Ce nouveau drame fait craindre la destruction totale de la ville antique, tombée aux mains de l'organisation jihadiste depuis le 21 mai, selon le chef des Antiquités en Syrie, Mamoun Abdelkarim.

"Une pure expression de haine et d'ignorance"

La directrice générale de l'Unesco, Irina Bokova, a "vivement condamné"  cette démolition. "Cette nouvelle destruction montre à quel point les extrémistes sont terrifiés par l'histoire et la culture [...] et les font apparaître pour ce qu'ils sont : une pure expression de haine et d'ignorance", a-t-elle fustigé dans un communiqué. "Il n'y aura pas d'impunité pour les criminels de guerre" et tout sera fait "pour que les auteurs de ces destructions soient jugés et punis en étroite coopération avec la Cour pénale internationale", a-t-elle assuré.

Et de continuer : "En dépit de leur acharnement criminel, les extrémistes ne parviendront jamais à effacer l'histoire, ni à passer sous silence la mémoire de ce site qui incarne l'unité et l'identité du peuple syrien [...]. Palmyre incarne dans sa pierre tout ce que les extrémistes ont en horreur : la diversité culturelle, le dialogue des cultures, la rencontre des peuples de toutes les origines dans cette cité caravanière entre l'Europe et l'Asie."

"Un choc après l'autre"

"Nous sommes en train de vivre une catastrophe.
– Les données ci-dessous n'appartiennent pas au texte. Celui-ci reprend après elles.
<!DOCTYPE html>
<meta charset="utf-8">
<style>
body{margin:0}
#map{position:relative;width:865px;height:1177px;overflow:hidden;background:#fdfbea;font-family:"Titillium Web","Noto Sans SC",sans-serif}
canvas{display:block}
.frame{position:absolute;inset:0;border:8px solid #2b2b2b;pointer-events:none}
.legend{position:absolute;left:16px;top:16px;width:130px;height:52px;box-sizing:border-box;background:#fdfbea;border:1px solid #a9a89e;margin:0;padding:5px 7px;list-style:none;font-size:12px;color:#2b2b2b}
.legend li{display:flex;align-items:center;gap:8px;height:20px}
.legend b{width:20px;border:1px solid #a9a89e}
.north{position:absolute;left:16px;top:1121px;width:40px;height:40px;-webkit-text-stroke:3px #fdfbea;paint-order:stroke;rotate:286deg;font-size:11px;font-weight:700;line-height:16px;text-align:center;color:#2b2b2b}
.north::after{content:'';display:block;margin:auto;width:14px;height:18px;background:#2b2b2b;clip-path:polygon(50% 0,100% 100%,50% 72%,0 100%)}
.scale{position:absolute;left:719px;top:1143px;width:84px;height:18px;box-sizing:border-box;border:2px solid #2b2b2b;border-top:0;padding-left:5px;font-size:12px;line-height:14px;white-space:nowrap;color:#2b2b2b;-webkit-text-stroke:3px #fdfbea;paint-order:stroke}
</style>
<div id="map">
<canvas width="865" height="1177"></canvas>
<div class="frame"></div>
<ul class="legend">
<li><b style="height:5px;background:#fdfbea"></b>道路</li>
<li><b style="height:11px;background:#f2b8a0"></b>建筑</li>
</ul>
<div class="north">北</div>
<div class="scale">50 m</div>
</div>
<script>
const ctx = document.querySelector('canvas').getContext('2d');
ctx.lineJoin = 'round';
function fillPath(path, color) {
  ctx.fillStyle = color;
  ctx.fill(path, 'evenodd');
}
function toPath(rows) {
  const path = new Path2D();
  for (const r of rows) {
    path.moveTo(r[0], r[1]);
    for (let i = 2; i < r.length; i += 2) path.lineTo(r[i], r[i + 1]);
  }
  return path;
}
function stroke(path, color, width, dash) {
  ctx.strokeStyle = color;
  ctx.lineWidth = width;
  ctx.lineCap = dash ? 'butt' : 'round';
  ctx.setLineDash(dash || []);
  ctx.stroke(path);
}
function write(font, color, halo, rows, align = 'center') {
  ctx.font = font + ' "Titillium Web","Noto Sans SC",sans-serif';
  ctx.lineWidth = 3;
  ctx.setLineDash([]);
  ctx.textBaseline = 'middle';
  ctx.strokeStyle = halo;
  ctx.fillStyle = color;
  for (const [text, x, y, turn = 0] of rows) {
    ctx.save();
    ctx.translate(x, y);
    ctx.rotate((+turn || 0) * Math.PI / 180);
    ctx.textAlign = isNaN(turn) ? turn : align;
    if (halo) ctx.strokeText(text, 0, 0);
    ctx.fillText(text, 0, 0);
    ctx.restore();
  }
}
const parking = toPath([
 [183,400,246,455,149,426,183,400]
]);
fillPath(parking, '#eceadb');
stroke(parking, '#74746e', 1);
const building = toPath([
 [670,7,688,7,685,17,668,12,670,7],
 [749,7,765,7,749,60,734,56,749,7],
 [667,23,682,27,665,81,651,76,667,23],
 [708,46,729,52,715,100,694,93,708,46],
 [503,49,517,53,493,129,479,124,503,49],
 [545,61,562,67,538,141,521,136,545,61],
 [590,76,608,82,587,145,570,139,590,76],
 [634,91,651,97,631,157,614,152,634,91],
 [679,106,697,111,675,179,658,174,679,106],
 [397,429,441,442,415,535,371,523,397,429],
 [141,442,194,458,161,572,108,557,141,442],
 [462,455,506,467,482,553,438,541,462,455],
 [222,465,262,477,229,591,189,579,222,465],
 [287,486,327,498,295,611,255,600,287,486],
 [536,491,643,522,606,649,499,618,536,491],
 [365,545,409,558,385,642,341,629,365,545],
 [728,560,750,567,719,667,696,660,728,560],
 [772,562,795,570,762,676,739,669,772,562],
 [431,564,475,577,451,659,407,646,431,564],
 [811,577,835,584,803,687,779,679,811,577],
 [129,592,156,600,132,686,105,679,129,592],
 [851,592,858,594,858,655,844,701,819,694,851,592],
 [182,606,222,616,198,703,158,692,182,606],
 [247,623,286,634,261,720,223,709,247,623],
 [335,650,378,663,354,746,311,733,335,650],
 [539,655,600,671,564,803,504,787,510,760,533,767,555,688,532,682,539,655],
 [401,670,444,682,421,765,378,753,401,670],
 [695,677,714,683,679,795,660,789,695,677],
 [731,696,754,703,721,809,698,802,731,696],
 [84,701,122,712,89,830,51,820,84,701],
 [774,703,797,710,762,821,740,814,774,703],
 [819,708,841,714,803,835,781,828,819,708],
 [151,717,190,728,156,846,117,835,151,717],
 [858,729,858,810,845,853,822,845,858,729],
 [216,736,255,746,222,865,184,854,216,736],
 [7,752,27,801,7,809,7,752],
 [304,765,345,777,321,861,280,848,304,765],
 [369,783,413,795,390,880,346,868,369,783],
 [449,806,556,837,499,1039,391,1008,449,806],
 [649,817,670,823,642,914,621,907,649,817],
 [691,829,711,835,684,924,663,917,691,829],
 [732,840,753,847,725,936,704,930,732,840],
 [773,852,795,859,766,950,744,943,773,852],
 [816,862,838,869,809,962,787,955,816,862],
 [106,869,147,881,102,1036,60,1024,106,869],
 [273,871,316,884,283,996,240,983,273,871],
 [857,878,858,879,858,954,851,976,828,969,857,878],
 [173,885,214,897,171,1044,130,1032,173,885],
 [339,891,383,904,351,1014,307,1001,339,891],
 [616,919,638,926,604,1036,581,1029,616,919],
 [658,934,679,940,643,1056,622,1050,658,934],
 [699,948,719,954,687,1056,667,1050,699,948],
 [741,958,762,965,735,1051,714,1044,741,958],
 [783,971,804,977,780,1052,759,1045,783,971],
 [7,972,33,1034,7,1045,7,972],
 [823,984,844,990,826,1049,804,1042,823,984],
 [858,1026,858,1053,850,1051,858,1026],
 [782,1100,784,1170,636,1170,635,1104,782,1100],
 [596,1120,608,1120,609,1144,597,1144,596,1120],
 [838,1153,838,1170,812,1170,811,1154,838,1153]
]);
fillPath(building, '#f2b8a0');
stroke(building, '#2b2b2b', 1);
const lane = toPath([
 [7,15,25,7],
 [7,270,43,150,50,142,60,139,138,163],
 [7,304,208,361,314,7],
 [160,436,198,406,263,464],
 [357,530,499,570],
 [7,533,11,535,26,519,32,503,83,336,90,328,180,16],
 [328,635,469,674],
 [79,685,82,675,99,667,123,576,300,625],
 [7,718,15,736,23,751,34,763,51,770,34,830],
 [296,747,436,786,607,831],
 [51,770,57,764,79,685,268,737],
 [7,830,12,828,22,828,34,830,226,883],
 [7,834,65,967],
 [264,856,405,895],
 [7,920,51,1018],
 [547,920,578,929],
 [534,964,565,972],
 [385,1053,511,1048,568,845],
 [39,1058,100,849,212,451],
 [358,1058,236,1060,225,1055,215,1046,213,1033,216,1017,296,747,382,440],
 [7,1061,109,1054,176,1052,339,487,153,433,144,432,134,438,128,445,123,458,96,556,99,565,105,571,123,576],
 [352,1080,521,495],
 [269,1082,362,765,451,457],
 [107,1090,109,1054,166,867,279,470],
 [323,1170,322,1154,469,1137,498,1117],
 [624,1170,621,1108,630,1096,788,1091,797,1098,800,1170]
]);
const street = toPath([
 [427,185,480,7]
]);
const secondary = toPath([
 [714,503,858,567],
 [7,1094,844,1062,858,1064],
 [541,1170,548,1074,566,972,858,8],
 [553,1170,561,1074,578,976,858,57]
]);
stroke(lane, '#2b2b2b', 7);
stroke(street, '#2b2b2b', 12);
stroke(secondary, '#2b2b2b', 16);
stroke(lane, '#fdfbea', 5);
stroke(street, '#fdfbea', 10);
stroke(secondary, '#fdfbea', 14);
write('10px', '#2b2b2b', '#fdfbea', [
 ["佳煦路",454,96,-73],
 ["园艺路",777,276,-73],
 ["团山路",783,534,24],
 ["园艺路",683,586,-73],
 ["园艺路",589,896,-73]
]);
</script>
Depuis la capture de la cité, c'est un choc après l'autre", a pour sa part déploré Mamoun Abdelkarim, joint par téléphone par l'AFP.

Le 23 août, les jihadistes avaient déjà fait exploser le temple de Baalshamin à Palmyre. Quelques jours plus tôt, ils avaient mutilé le corps de l'ex-patron des Antiquités de la ville, Khaled al-Assaad, 82 ans, un des meilleurs experts mondiaux, après l'avoir exécuté. Par la suite, l'EI a rasé le temple de Bêl, souvent présenté comme le plus beau du Moyen-Orient avec celui de Baalbeck au Liban. Et début septembre, c'étaient les tours funéraires, caractéristiques de l'architecture de la ville, qui étaient détruites.
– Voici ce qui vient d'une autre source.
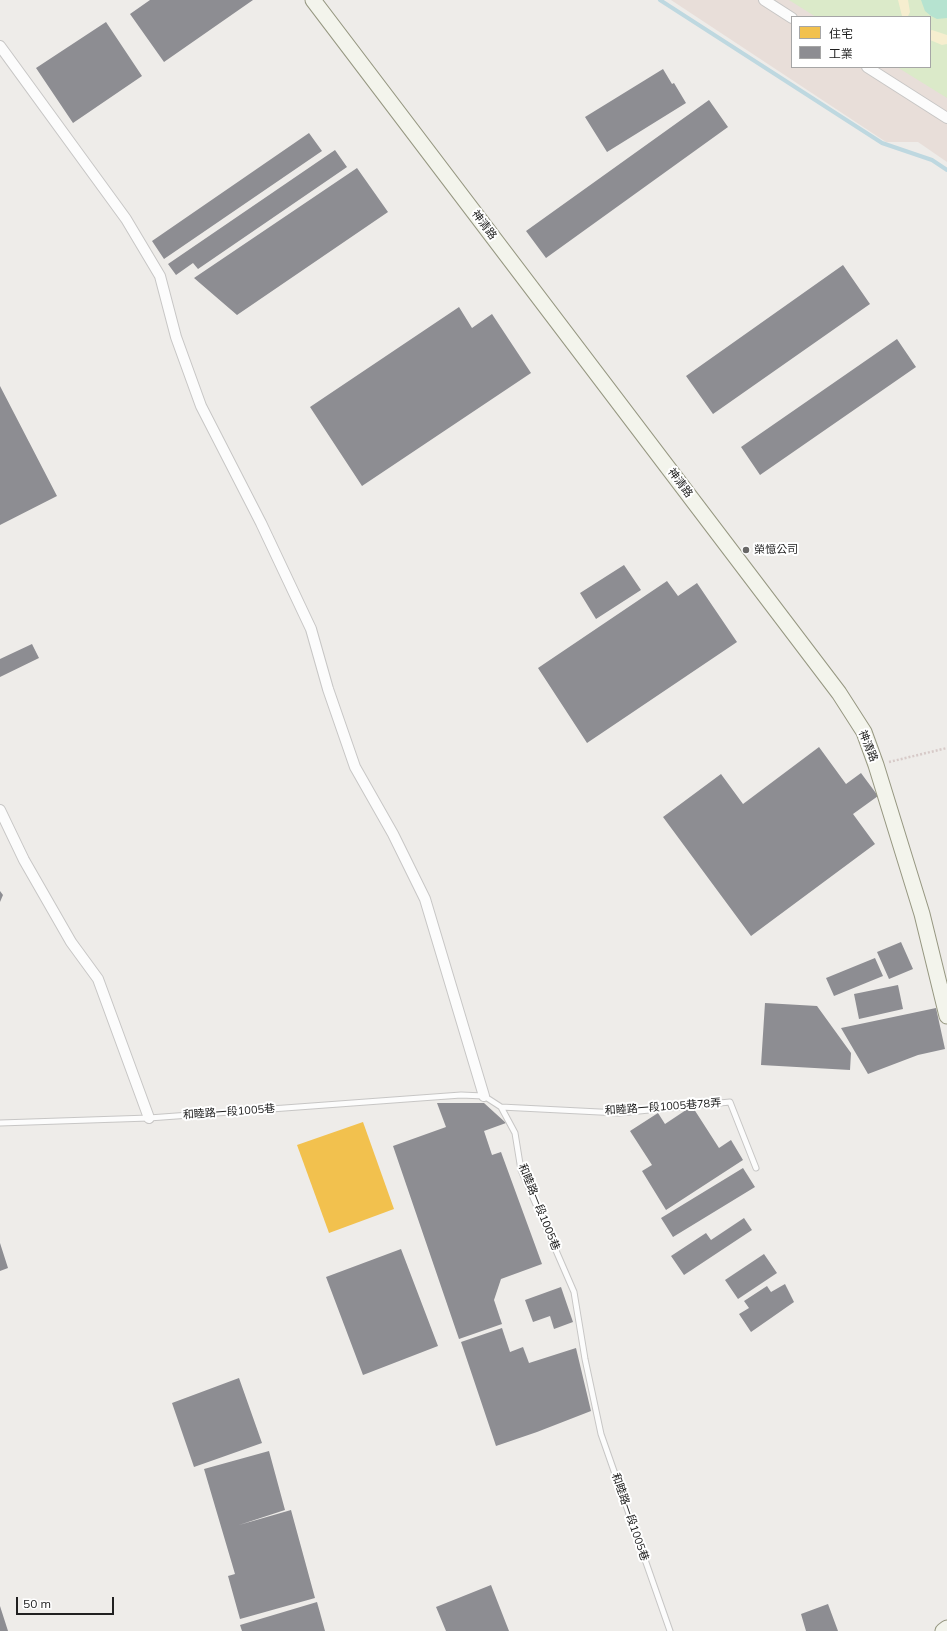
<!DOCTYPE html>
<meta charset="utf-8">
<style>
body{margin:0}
#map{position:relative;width:947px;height:1631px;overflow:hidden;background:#eeece9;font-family:Mulish,"Noto Sans TC",sans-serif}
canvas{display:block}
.legend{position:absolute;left:791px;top:16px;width:140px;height:52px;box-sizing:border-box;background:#fff;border:1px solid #a6a6a6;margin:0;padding:5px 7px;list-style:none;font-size:12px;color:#202020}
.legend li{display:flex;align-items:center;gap:8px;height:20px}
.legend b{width:20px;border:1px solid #a6a6a6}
.scale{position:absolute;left:16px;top:1597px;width:98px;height:18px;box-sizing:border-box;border:2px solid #202020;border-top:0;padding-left:5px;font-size:12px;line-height:14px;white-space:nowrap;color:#202020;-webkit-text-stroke:3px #fff;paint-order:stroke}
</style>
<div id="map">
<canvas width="947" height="1631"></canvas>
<ul class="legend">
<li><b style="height:11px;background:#f2c14e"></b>住宅</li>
<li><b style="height:11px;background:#8d8d92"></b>工業</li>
</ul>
<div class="scale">50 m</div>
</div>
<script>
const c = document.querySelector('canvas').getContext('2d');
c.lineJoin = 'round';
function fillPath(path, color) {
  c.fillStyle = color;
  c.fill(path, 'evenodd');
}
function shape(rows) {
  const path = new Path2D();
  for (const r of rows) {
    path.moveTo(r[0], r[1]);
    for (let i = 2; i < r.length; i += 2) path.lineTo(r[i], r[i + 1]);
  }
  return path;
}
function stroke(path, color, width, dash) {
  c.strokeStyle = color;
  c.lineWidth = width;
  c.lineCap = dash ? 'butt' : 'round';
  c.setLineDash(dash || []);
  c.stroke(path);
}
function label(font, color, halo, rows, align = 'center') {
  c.font = font + ' Mulish,"Noto Sans TC",sans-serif';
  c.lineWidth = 4;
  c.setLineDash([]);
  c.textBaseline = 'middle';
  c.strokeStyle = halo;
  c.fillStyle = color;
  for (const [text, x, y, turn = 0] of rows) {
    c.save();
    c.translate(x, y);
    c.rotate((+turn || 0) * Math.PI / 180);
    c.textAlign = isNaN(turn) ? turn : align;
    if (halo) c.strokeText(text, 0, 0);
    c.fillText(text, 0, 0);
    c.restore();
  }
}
fillPath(shape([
 [671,0,947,0,947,162,918,142,886,142],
 [792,17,930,17,930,67,792,67]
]), '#e8ded9');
fillPath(shape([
 [789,0,947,0,947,98,897,67,930,67,930,17,816,17]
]), '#dbeac9');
fillPath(shape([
 [898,0,908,0,910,12,908,16,902,16],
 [932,30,947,35,947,44,942,45,930,40,930,31]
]), '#f6eecf');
fillPath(shape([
 [921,0,947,0,947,18,937,19,931,16,925,11]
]), '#b6e3d0');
fillPath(shape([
 [363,1122,394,1209,329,1233,297,1145]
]), '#f2c14e');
fillPath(shape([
 [150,0,253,0,164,62,130,14],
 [106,22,142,76,73,123,36,68],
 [663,69,672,84,674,83,686,103,607,152,585,117],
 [709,100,728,127,546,258,526,231],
 [309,133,322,151,164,259,152,241],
 [335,150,347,167,198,269,193,263,176,275,168,264],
 [357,168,388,212,237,315,194,278],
 [843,265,870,304,713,414,686,376],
 [459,307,472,328,492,314,531,373,362,486,310,407],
 [897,339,916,367,760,475,741,447],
 [0,386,57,496,0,525],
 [624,565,641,590,596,619,580,593],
 [667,581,678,596,697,583,737,642,587,743,538,668],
 [32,644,39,658,0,677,0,659],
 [819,747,846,784,861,773,878,796,853,814,875,844,751,936,663,817,721,774,743,804],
 [0,891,3,895,0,902],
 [901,942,913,969,889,979,877,952],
 [875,958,883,976,834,996,826,978],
 [898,985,903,1009,859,1019,854,994],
 [765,1003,817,1006,851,1053,850,1070,761,1065],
 [936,1008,945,1049,918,1055,868,1074,841,1028],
 [437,1103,484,1103,506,1123,484,1131,492,1155,501,1152,542,1264,501,1279,494,1300,502,1324,459,1339,393,1146,446,1127],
 [692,1106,719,1148,731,1140,743,1160,666,1210,642,1171,652,1165,630,1131,658,1113,665,1124],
 [743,1168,755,1187,673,1237,661,1218],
 [744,1218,752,1230,684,1275,671,1256,706,1233,711,1240],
 [0,1243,8,1268,0,1271],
 [401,1249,438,1346,363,1375,326,1277],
 [764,1254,777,1273,738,1299,725,1280],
 [785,1284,794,1302,751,1332,739,1314,749,1308,744,1301,767,1286,771,1292],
 [561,1287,573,1322,554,1329,550,1316,533,1322,525,1300],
 [502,1328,510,1352,523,1347,529,1363,576,1348,591,1411,537,1432,496,1446,461,1342],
 [239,1378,262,1443,194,1467,172,1403],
 [269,1451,285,1510,239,1525,291,1510,315,1598,240,1619,228,1576,235,1574,204,1469],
 [491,1585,509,1631,446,1631,436,1607],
 [317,1602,325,1631,242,1631,240,1625],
 [828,1604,838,1631,806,1631,801,1614],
 [0,1606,8,1631,0,1631]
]), '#8d8d92');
stroke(shape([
 [660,0,882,143,932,160,947,170]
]), '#bed8e0', 4);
const lane = shape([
 [501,1107,619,1113,730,1102,756,1168],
 [0,1123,149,1118,461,1095,484,1096,501,1107,515,1133,521,1170,574,1292,585,1359,601,1434,670,1631]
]);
const street = shape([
 [764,0,792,18],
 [0,46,126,219,160,276,176,337,201,406,261,523,311,629,328,689,355,767,393,834,425,899,484,1096],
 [867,67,947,118],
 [0,810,24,860,71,942,98,979,149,1118]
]);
const secondary = shape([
 [313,0,839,693,864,732,876,765,922,914,947,1016],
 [943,1631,947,1628]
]);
stroke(lane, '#c7c6c5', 7);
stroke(street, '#c7c6c5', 12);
stroke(secondary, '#969781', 17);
stroke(shape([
 [889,762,947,748]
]), '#d7cac8', 2.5, [2, 2]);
stroke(lane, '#fcfcfc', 5);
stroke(street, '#fcfcfc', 10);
stroke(secondary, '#f3f4ec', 15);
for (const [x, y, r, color] of [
 [746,550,4,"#686766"]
]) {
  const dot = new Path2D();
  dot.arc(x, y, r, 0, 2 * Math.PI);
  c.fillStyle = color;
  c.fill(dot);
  stroke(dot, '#fff', 1.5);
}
label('11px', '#202020', '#fff', [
 ["神清路",484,225,53],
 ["神清路",680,483,53],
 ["神清路",868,746,68],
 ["和睦路一段1005巷78弄",663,1107,-4],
 ["和睦路一段1005巷",229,1112,-4],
 ["和睦路一段1005巷",539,1207,68],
 ["和睦路一段1005巷",630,1517,71]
]);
label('11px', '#202020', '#fff', [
 ["榮憶公司",754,550]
], 'left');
</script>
"C'est une destruction méthodique de la cité. Ils veulent la raser, la faire disparaître complètement. Nous risquons de la perdre en entier", a-t-il dénoncé. "On sait que l'EI a encore piégé d'autres monuments. Ils veulent détruire l'amphithéâtre, la colonnade... Nous avons désormais peur pour toute la cité antique", a encore ajouté Mamoun Abdelkarim. "Il faut que la communauté internationale trouve le moyen de sauver Palmyre", ville qui recèle les plus beaux trésors de Syrie, a-t-il imploré.

Les jihadistes considèrent les statues ou fresques représentant des hommes ou des animaux comme de "l'idolâtrie" et ont déjà détruit pour cette raison plusieurs trésors archéologiques en Irak et en Syrie. Mais pour le chef des Antiquités, "l'EI détruit désormais par vengeance, même pas pour des raisons idéologiques car l'Arc de triomphe n'était pas un monument religieux mais civil".

Le patrimoine syrien en danger

Outre son lourd bilan humain avec plus de 240 000 morts et des millions de personnes contraintes à l'exil, la guerre qui ravage la Syrie depuis quatre ans et demi a des conséquences dévastatrices sur un patrimoine d'une valeur inestimable.

Les craintes les plus sombres des archéologues et experts du monde entier se sont depuis concrétisées avec le début de la destruction de Palmyre, "la perle du désert" syrien. Les responsables du site ont pu heureusement évacuer le musée et mettre à l'abri plusieurs pièces inestimables.

D'après l'association de la protection de l'archéologie syrienne, plus de 900 monuments ou sites archéologiques ont été touchés, abîmés ou détruits en quatre ans et demi de guerre. En décembre 2014, l'ONU avait affirmé que près de 300 sites importants avaient été détruits, abîmés ou pillés depuis mars 2011, images satellitaires à l'appui.

La destruction intervient en outre au moment où le conflit en Syrie est de plus en plus complexe avec une intervention militaire de la Russie qui dit frapper l'EI, mais qui est soupçonnée par les Occidentaux d'apporter surtout son soutien aux troupes du régime de Bachar al-Assad, en difficulté face aux rebelles depuis plusieurs mois.